++++ PROVIDED MATERIAL

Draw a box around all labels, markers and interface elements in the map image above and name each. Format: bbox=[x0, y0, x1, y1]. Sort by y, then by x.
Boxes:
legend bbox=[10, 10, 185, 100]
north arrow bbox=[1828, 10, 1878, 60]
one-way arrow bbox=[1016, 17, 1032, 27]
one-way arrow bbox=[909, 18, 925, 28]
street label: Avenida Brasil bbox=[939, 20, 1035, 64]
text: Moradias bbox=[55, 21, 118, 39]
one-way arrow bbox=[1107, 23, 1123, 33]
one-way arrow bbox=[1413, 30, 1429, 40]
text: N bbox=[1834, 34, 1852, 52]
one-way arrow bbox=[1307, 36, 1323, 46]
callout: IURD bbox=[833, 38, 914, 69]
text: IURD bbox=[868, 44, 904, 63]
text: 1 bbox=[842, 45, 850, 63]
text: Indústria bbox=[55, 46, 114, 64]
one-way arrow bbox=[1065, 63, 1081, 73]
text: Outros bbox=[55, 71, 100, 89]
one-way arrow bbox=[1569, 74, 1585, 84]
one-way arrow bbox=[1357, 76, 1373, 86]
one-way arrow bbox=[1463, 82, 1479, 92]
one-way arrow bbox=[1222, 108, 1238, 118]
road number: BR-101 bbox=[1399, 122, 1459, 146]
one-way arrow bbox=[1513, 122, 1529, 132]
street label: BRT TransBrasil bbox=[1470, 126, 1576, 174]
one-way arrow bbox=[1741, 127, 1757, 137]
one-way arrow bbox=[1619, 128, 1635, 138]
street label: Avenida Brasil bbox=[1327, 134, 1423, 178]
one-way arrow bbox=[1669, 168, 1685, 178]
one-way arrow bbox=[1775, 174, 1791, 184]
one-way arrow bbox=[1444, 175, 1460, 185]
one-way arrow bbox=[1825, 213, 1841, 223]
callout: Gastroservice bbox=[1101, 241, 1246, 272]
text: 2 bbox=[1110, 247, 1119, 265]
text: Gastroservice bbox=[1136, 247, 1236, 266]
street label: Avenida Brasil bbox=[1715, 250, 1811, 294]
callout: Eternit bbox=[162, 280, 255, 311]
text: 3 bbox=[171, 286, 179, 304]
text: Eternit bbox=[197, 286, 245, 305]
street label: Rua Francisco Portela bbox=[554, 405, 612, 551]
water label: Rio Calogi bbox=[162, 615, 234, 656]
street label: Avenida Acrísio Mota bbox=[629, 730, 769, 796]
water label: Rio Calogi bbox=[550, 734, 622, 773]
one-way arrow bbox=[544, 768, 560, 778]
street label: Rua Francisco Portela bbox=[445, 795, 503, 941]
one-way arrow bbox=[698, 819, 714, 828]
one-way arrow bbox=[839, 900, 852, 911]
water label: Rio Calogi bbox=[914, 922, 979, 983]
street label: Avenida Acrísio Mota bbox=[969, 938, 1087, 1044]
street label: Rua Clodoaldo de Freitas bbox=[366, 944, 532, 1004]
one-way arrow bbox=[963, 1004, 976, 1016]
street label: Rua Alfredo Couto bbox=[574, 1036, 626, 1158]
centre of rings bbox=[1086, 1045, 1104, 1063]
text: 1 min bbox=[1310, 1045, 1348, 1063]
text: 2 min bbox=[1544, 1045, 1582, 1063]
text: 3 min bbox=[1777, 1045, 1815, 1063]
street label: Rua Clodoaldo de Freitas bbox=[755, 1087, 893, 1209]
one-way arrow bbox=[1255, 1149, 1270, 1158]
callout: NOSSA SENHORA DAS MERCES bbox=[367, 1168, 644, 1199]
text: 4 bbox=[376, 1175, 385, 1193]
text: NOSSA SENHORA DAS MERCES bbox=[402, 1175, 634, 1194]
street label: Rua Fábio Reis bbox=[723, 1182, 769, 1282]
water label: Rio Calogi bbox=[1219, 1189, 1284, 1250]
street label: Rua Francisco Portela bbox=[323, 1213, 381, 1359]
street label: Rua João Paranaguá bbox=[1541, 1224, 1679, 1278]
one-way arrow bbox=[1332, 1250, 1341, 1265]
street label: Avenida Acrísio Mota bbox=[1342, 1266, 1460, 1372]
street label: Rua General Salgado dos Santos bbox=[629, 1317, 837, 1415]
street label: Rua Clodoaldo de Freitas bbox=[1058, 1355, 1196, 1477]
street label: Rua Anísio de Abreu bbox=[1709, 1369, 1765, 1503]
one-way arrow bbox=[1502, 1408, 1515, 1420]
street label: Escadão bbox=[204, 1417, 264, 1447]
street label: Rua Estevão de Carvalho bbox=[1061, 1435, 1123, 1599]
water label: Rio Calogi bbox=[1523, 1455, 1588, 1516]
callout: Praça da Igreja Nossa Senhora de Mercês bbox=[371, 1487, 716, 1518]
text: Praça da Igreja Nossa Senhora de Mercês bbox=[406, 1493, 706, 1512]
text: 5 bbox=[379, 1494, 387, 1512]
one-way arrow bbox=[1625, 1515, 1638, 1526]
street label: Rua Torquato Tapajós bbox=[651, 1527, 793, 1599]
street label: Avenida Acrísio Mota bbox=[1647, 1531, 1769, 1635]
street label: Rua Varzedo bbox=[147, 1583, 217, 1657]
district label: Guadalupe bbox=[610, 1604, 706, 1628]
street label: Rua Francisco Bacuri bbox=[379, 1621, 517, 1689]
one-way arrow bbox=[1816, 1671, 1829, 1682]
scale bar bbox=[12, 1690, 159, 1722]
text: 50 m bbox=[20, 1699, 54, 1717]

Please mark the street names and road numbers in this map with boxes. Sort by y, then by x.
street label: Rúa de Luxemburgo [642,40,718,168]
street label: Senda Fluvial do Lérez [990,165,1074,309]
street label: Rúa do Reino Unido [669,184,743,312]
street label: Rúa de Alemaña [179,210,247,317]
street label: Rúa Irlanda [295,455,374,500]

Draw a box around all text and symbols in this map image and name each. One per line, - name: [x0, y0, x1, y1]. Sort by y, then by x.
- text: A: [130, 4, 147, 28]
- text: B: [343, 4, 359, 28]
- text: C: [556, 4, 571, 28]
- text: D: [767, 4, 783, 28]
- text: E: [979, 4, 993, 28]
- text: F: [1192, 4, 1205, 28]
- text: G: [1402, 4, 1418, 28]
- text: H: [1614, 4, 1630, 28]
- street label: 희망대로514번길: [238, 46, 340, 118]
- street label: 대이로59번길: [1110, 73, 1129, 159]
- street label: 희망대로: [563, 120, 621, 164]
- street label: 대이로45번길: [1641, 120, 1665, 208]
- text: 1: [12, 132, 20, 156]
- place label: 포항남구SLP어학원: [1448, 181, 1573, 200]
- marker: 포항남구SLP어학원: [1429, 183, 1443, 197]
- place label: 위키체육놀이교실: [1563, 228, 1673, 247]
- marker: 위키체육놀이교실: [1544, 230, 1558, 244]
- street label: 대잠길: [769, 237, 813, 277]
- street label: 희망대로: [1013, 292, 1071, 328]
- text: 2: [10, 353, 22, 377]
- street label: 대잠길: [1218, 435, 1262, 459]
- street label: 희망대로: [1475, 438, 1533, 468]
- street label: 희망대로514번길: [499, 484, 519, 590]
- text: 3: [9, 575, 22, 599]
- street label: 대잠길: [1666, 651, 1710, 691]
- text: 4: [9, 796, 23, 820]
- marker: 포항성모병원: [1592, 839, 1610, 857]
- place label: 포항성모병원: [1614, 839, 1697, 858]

++++++++

All the records, from the first line to the last: repeat them exactly.

Draw a box around all labels, markers and interface elements in the map image above and name each. Format: bbox=[x0, y0, x1, y1]. Sort by y, then by x.
Boxes:
legend bbox=[10, 10, 185, 100]
north arrow bbox=[1828, 10, 1878, 60]
one-way arrow bbox=[1016, 17, 1032, 27]
one-way arrow bbox=[909, 18, 925, 28]
street label: Avenida Brasil bbox=[939, 20, 1035, 64]
text: Moradias bbox=[55, 21, 118, 39]
one-way arrow bbox=[1107, 23, 1123, 33]
one-way arrow bbox=[1413, 30, 1429, 40]
text: N bbox=[1834, 34, 1852, 52]
one-way arrow bbox=[1307, 36, 1323, 46]
callout: IURD bbox=[833, 38, 914, 69]
text: IURD bbox=[868, 44, 904, 63]
text: 1 bbox=[842, 45, 850, 63]
text: Indústria bbox=[55, 46, 114, 64]
one-way arrow bbox=[1065, 63, 1081, 73]
text: Outros bbox=[55, 71, 100, 89]
one-way arrow bbox=[1569, 74, 1585, 84]
one-way arrow bbox=[1357, 76, 1373, 86]
one-way arrow bbox=[1463, 82, 1479, 92]
one-way arrow bbox=[1222, 108, 1238, 118]
road number: BR-101 bbox=[1399, 122, 1459, 146]
one-way arrow bbox=[1513, 122, 1529, 132]
street label: BRT TransBrasil bbox=[1470, 126, 1576, 174]
one-way arrow bbox=[1741, 127, 1757, 137]
one-way arrow bbox=[1619, 128, 1635, 138]
street label: Avenida Brasil bbox=[1327, 134, 1423, 178]
one-way arrow bbox=[1669, 168, 1685, 178]
one-way arrow bbox=[1775, 174, 1791, 184]
one-way arrow bbox=[1444, 175, 1460, 185]
one-way arrow bbox=[1825, 213, 1841, 223]
callout: Gastroservice bbox=[1101, 241, 1246, 272]
text: 2 bbox=[1110, 247, 1119, 265]
text: Gastroservice bbox=[1136, 247, 1236, 266]
street label: Avenida Brasil bbox=[1715, 250, 1811, 294]
callout: Eternit bbox=[162, 280, 255, 311]
text: 3 bbox=[171, 286, 179, 304]
text: Eternit bbox=[197, 286, 245, 305]
street label: Rua Francisco Portela bbox=[554, 405, 612, 551]
water label: Rio Calogi bbox=[162, 615, 234, 656]
street label: Avenida Acrísio Mota bbox=[629, 730, 769, 796]
water label: Rio Calogi bbox=[550, 734, 622, 773]
one-way arrow bbox=[544, 768, 560, 778]
street label: Rua Francisco Portela bbox=[445, 795, 503, 941]
one-way arrow bbox=[698, 819, 714, 828]
one-way arrow bbox=[839, 900, 852, 911]
water label: Rio Calogi bbox=[914, 922, 979, 983]
street label: Avenida Acrísio Mota bbox=[969, 938, 1087, 1044]
street label: Rua Clodoaldo de Freitas bbox=[366, 944, 532, 1004]
one-way arrow bbox=[963, 1004, 976, 1016]
street label: Rua Alfredo Couto bbox=[574, 1036, 626, 1158]
centre of rings bbox=[1086, 1045, 1104, 1063]
text: 1 min bbox=[1310, 1045, 1348, 1063]
text: 2 min bbox=[1544, 1045, 1582, 1063]
text: 3 min bbox=[1777, 1045, 1815, 1063]
street label: Rua Clodoaldo de Freitas bbox=[755, 1087, 893, 1209]
one-way arrow bbox=[1255, 1149, 1270, 1158]
callout: NOSSA SENHORA DAS MERCES bbox=[367, 1168, 644, 1199]
text: 4 bbox=[376, 1175, 385, 1193]
text: NOSSA SENHORA DAS MERCES bbox=[402, 1175, 634, 1194]
street label: Rua Fábio Reis bbox=[723, 1182, 769, 1282]
water label: Rio Calogi bbox=[1219, 1189, 1284, 1250]
street label: Rua Francisco Portela bbox=[323, 1213, 381, 1359]
street label: Rua João Paranaguá bbox=[1541, 1224, 1679, 1278]
one-way arrow bbox=[1332, 1250, 1341, 1265]
street label: Avenida Acrísio Mota bbox=[1342, 1266, 1460, 1372]
street label: Rua General Salgado dos Santos bbox=[629, 1317, 837, 1415]
street label: Rua Clodoaldo de Freitas bbox=[1058, 1355, 1196, 1477]
street label: Rua Anísio de Abreu bbox=[1709, 1369, 1765, 1503]
one-way arrow bbox=[1502, 1408, 1515, 1420]
street label: Escadão bbox=[204, 1417, 264, 1447]
street label: Rua Estevão de Carvalho bbox=[1061, 1435, 1123, 1599]
water label: Rio Calogi bbox=[1523, 1455, 1588, 1516]
callout: Praça da Igreja Nossa Senhora de Mercês bbox=[371, 1487, 716, 1518]
text: Praça da Igreja Nossa Senhora de Mercês bbox=[406, 1493, 706, 1512]
text: 5 bbox=[379, 1494, 387, 1512]
one-way arrow bbox=[1625, 1515, 1638, 1526]
street label: Rua Torquato Tapajós bbox=[651, 1527, 793, 1599]
street label: Avenida Acrísio Mota bbox=[1647, 1531, 1769, 1635]
street label: Rua Varzedo bbox=[147, 1583, 217, 1657]
district label: Guadalupe bbox=[610, 1604, 706, 1628]
street label: Rua Francisco Bacuri bbox=[379, 1621, 517, 1689]
one-way arrow bbox=[1816, 1671, 1829, 1682]
scale bar bbox=[12, 1690, 159, 1722]
text: 50 m bbox=[20, 1699, 54, 1717]

Please mark the street names and road numbers in this map with boxes. Sort by y, then by x.
street label: Rúa de Luxemburgo [642,40,718,168]
street label: Senda Fluvial do Lérez [990,165,1074,309]
street label: Rúa do Reino Unido [669,184,743,312]
street label: Rúa de Alemaña [179,210,247,317]
street label: Rúa Irlanda [295,455,374,500]

Draw a box around all text and symbols in this map image and name each. One per line, - name: [x0, y0, x1, y1]. Sort by y, then by x.
- text: A: [130, 4, 147, 28]
- text: B: [343, 4, 359, 28]
- text: C: [556, 4, 571, 28]
- text: D: [767, 4, 783, 28]
- text: E: [979, 4, 993, 28]
- text: F: [1192, 4, 1205, 28]
- text: G: [1402, 4, 1418, 28]
- text: H: [1614, 4, 1630, 28]
- street label: 희망대로514번길: [238, 46, 340, 118]
- street label: 대이로59번길: [1110, 73, 1129, 159]
- street label: 희망대로: [563, 120, 621, 164]
- street label: 대이로45번길: [1641, 120, 1665, 208]
- text: 1: [12, 132, 20, 156]
- place label: 포항남구SLP어학원: [1448, 181, 1573, 200]
- marker: 포항남구SLP어학원: [1429, 183, 1443, 197]
- place label: 위키체육놀이교실: [1563, 228, 1673, 247]
- marker: 위키체육놀이교실: [1544, 230, 1558, 244]
- street label: 대잠길: [769, 237, 813, 277]
- street label: 희망대로: [1013, 292, 1071, 328]
- text: 2: [10, 353, 22, 377]
- street label: 대잠길: [1218, 435, 1262, 459]
- street label: 희망대로: [1475, 438, 1533, 468]
- street label: 희망대로514번길: [499, 484, 519, 590]
- text: 3: [9, 575, 22, 599]
- street label: 대잠길: [1666, 651, 1710, 691]
- text: 4: [9, 796, 23, 820]
- marker: 포항성모병원: [1592, 839, 1610, 857]
- place label: 포항성모병원: [1614, 839, 1697, 858]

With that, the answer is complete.